- **DATA FOR REVIEW**
* * * *
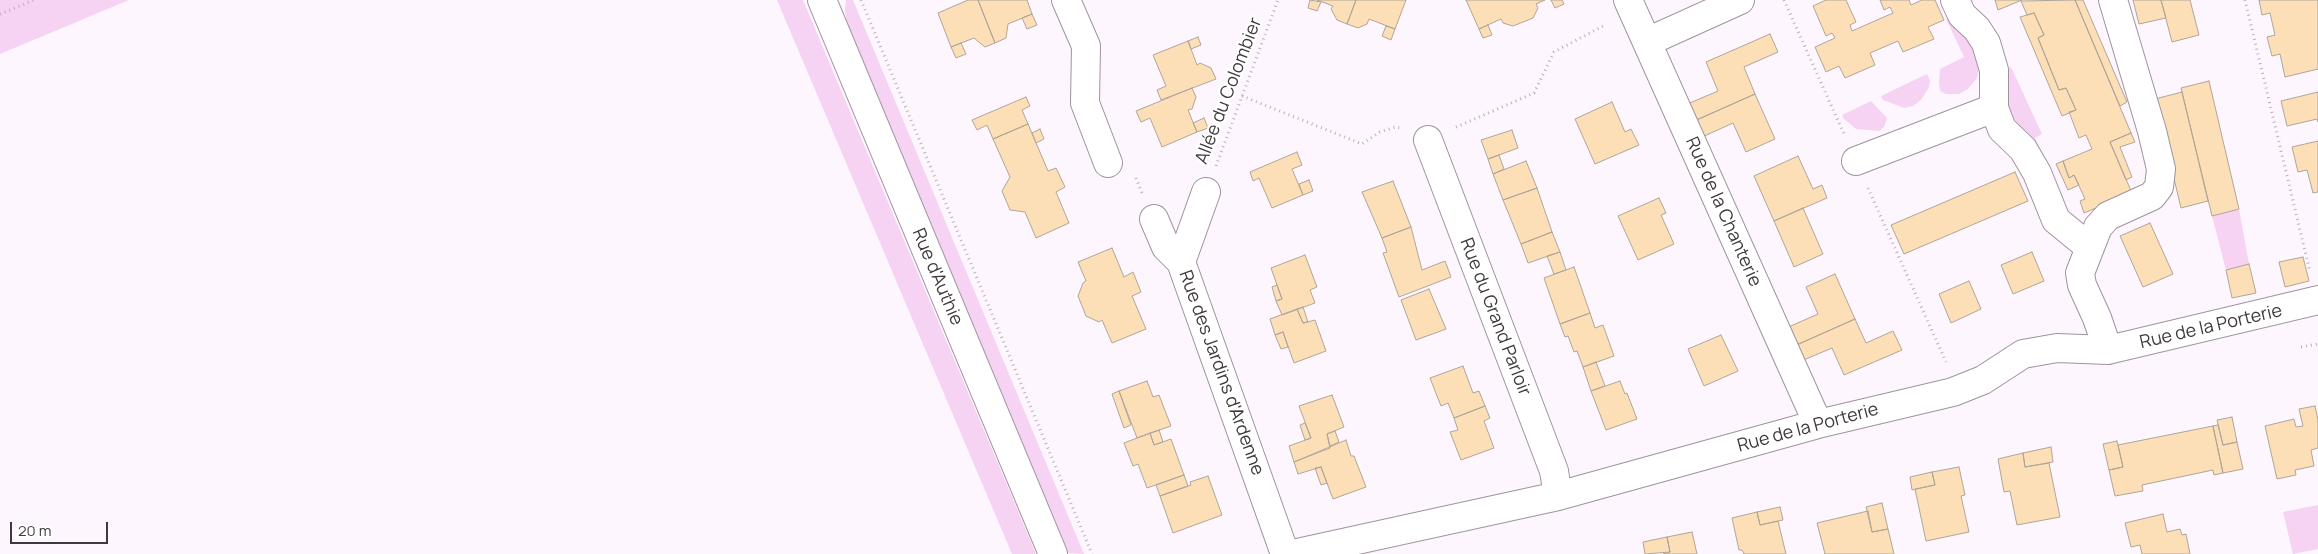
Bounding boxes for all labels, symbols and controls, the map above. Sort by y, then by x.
street label: Allée du Colombier [1191,15,1267,167]
street label: Rue de la Chanterie [1680,134,1766,290]
street label: Rue d'Authie [907,225,967,329]
street label: Rue du Grand Parloir [1455,235,1535,399]
street label: Rue des Jardins d'Ardenne [1174,268,1268,478]
street label: Rue de la Porterie [2138,300,2284,354]
street label: Rue de la Porterie [1735,399,1881,457]
scale bar [12,512,110,544]
text: 20 m [18,520,51,541]

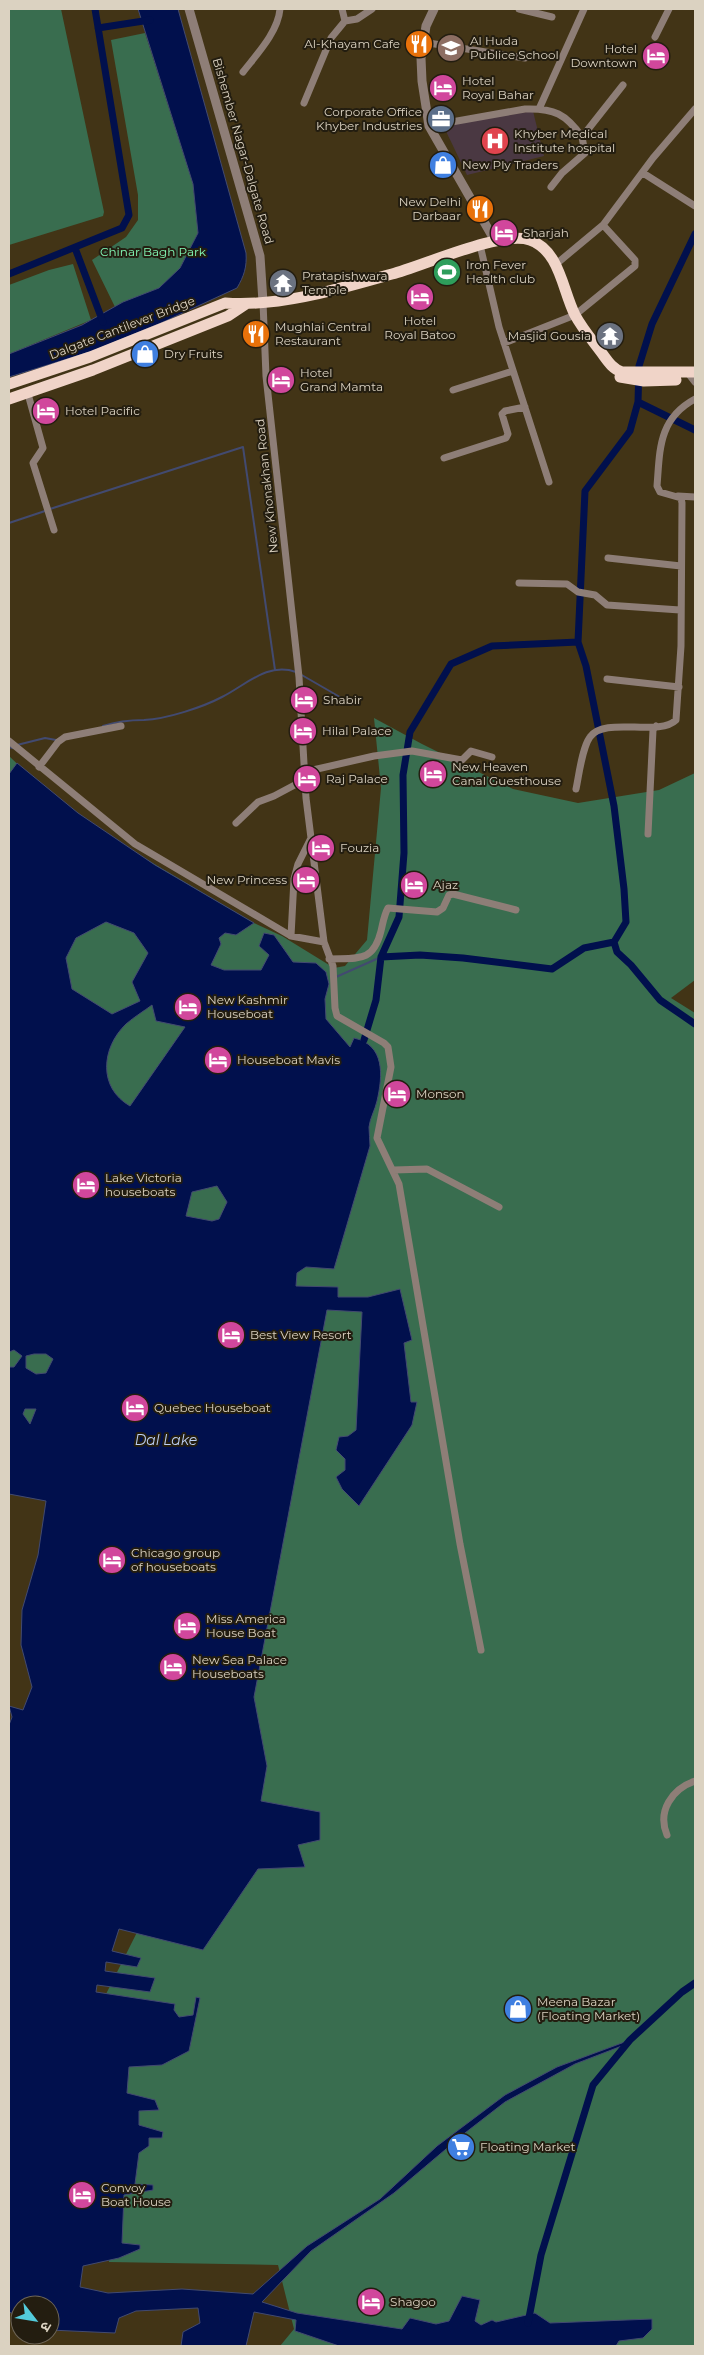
* * * *
- **YOUR TASK**
Set the records down again exactly, with no pictures.

- **RESPONSE AREA**
Bounding boxes for all labels, symbols and controls, the map above. Sort by y, then by x.
street label: Allée du Colombier [1191,15,1267,167]
street label: Rue de la Chanterie [1680,134,1766,290]
street label: Rue d'Authie [907,225,967,329]
street label: Rue du Grand Parloir [1455,235,1535,399]
street label: Rue des Jardins d'Ardenne [1174,268,1268,478]
street label: Rue de la Porterie [2138,300,2284,354]
street label: Rue de la Porterie [1735,399,1881,457]
scale bar [12,512,110,544]
text: 20 m [18,520,51,541]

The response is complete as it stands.